Friday, April 16, 2010

Ajami Movie Review: Urban Drama Set in a Faraway Land


Obviously some movies require more concentration than others. Anytime you’re dealing with a foreign language and the need to read subtitles while also taking in the moving images (hence the word ‘movie’) on the screen your concentration level must already be on full alert.

Then we have the Israeli film Ajami, nominated earlier this year for the Foreign Language Film Academy Award, which draws its title from its setting – a religiously mixed neighborhood of Jaffa populated by Jews and Arab Muslims and Christians. Unless you’re intimately familiar with the metropolis of Tel Aviv-Jaffa, you will have your work cut out for you in working out the subtleties of the film. Add to that the film’s disjointed narrative, broken up into 5 chapters which don’t necessarily occur in a linear timeline, each section focusing on a different protagonist and building upon and enlightening the previous entries and you have a recipe for disaster.

This is meant as a warning, not as a criticism, although the film’s structure is somewhat faulty. Think about all the films set in LA or New York that demand a certain geographic knowledge of the city. Ajami not only demands that of its viewers but also an understanding of the tense sociopolitical underpinnings of the region. The story is understandable without such knowledge, but your appreciation would be enriched by it.

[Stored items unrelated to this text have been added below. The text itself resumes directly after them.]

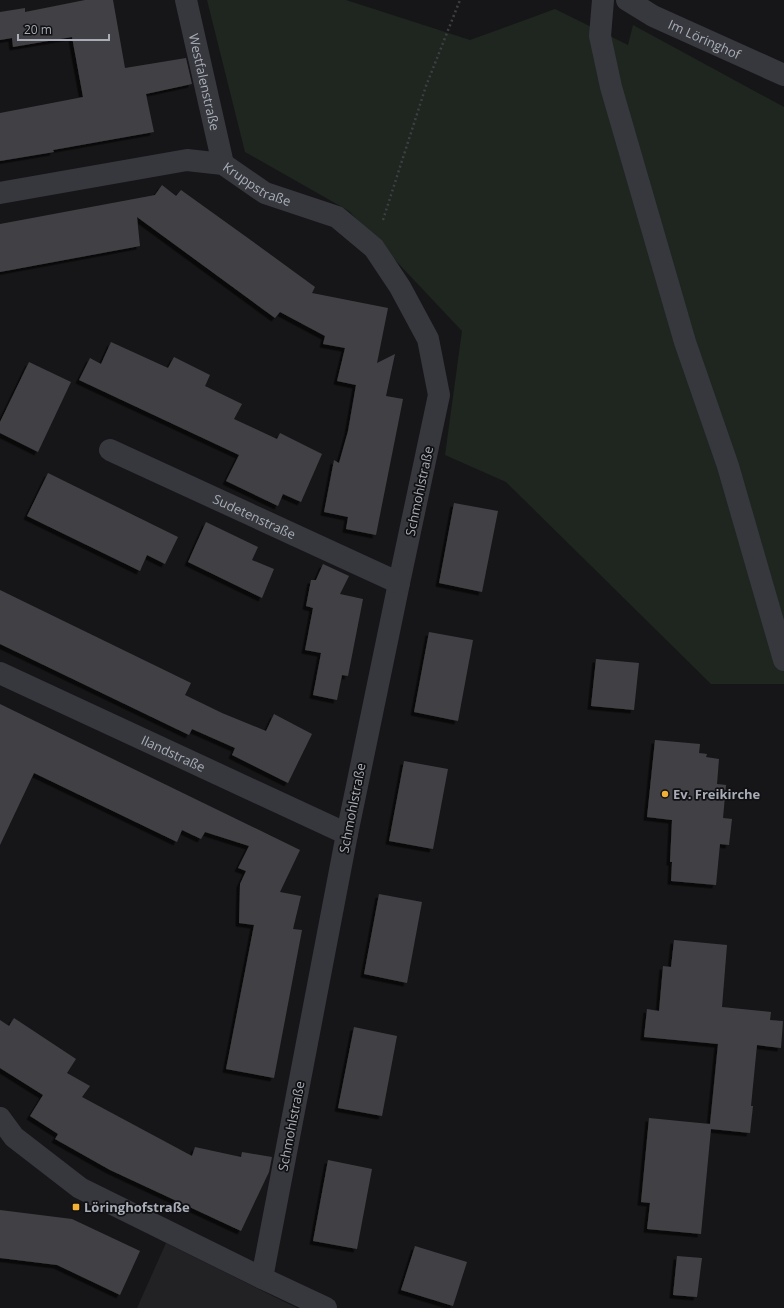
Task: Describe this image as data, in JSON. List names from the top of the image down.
{
  "streets": {
    "street": [
      "Im Löringhof",
      "Westfalenstraße",
      "Kruppstraße",
      "Schmohlstraße",
      "Sudetenstraße",
      "Ilandstraße"
    ]
  },
  "crossings": [
    ["Westfalenstraße", "Kruppstraße"],
    ["Kruppstraße", "Schmohlstraße"],
    ["Schmohlstraße", "Sudetenstraße"],
    ["Schmohlstraße", "Ilandstraße"]
  ],
  "places": {
    "other": ["Ev. Freikirche"],
    "transit": ["Löringhofstraße"]
  },
  "scale_bar": "20 m"
}
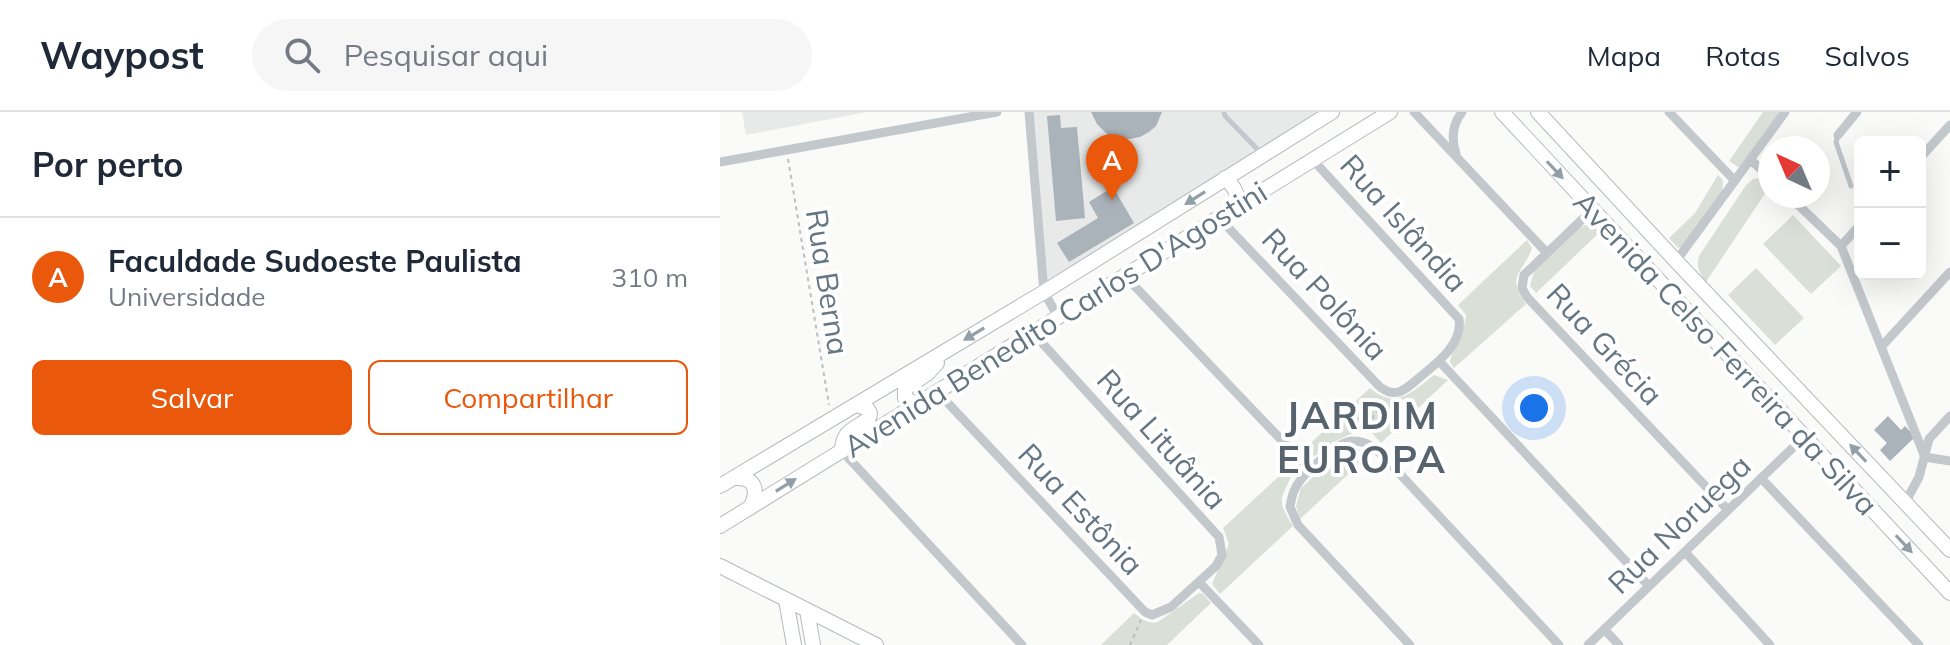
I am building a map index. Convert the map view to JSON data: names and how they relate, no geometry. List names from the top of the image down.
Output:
{
  "streets": {
    "main road": ["Avenida Benedito Carlos D'Agostini", "Avenida Celso Ferreira da Silva"],
    "street": [
      "Rua Islândia",
      "Rua Polônia",
      "Rua Grécia",
      "Rua Lituânia",
      "Rua Estônia",
      "Rua Noruega"
    ],
    "path": ["Rua Berna"]
  },
  "crossings": [
    ["Rua Islândia", "Rua Polônia"],
    ["Rua Islândia", "Avenida Benedito Carlos D'Agostini"],
    ["Rua Berna", "Avenida Benedito Carlos D'Agostini"],
    ["Rua Polônia", "Avenida Benedito Carlos D'Agostini"],
    ["Avenida Benedito Carlos D'Agostini", "Rua Lituânia"],
    ["Avenida Benedito Carlos D'Agostini", "Rua Estônia"],
    ["Rua Grécia", "Avenida Celso Ferreira da Silva"],
    ["Rua Grécia", "Rua Noruega"],
    ["Avenida Celso Ferreira da Silva", "Rua Noruega"],
    ["Rua Lituânia", "Rua Estônia"]
  ],
  "districts": ["JARDIM EUROPA"],
  "north": "top left",
  "page": {
    "header": "Waypost",
    "search": "Pesquisar aqui",
    "nav": ["Mapa", "Rotas", "Salvos"],
    "heading": "Por perto",
    "pins": "A",
    "map_buttons": ["+", "−"],
    "list": [
      {
        "mark": "A",
        "name": "Faculdade Sudoeste Paulista",
        "note": "Universidade",
        "value": "310 m"
      }
    ],
    "buttons": ["Salvar", "Compartilhar"]
  }
}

One example is a subplot involving one character, an Arab Muslim, in a clandestine relationship with a girl. I did not know until late in the film, when her father says it explicitly, that she and her family are Arab Christians. Surely someone familiar with the particulars would have picked up on that detail, unless it was the intent of the filmmakers to keep it hidden.

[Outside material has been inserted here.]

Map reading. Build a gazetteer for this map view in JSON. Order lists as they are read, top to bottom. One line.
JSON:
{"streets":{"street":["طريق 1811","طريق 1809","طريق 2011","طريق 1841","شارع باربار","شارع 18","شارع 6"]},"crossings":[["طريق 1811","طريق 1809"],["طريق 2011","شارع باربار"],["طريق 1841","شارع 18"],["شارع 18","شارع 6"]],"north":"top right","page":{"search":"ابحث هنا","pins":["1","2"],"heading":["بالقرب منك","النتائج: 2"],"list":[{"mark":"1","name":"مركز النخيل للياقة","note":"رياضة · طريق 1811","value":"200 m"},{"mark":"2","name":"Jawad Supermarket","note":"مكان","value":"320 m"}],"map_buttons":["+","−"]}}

But what of the social aspects of the film? It was co-written and directed by Scandar Copti (an Arab Israeli) and Yaron Shani (a Jewish Israeli) so to some extent we, as outsiders, have to trust that they’ve done their best to present a balanced view of life in the Ajami neighborhood.

The film opens with the murder of a 15 year old boy in the street, the victim of mistaken identity by the local mafia who had intended to continue a blood libel by killing the eldest nephew, Omar, of a local business owner who shot one of the mafia. Omar’s younger brother Nasri narrates the opening, saying he had a feeling some weeks earlier that something bad was going to happen. I’ll tell you up front that this is not the only bad thing that happens.

Omar works out a truce which gives him 3 weeks to come up with an amount of money he can’t raise without doing something illegal. If he doesn’t pay, both Nasri and his mother will be in danger. If they run, they’ll be found.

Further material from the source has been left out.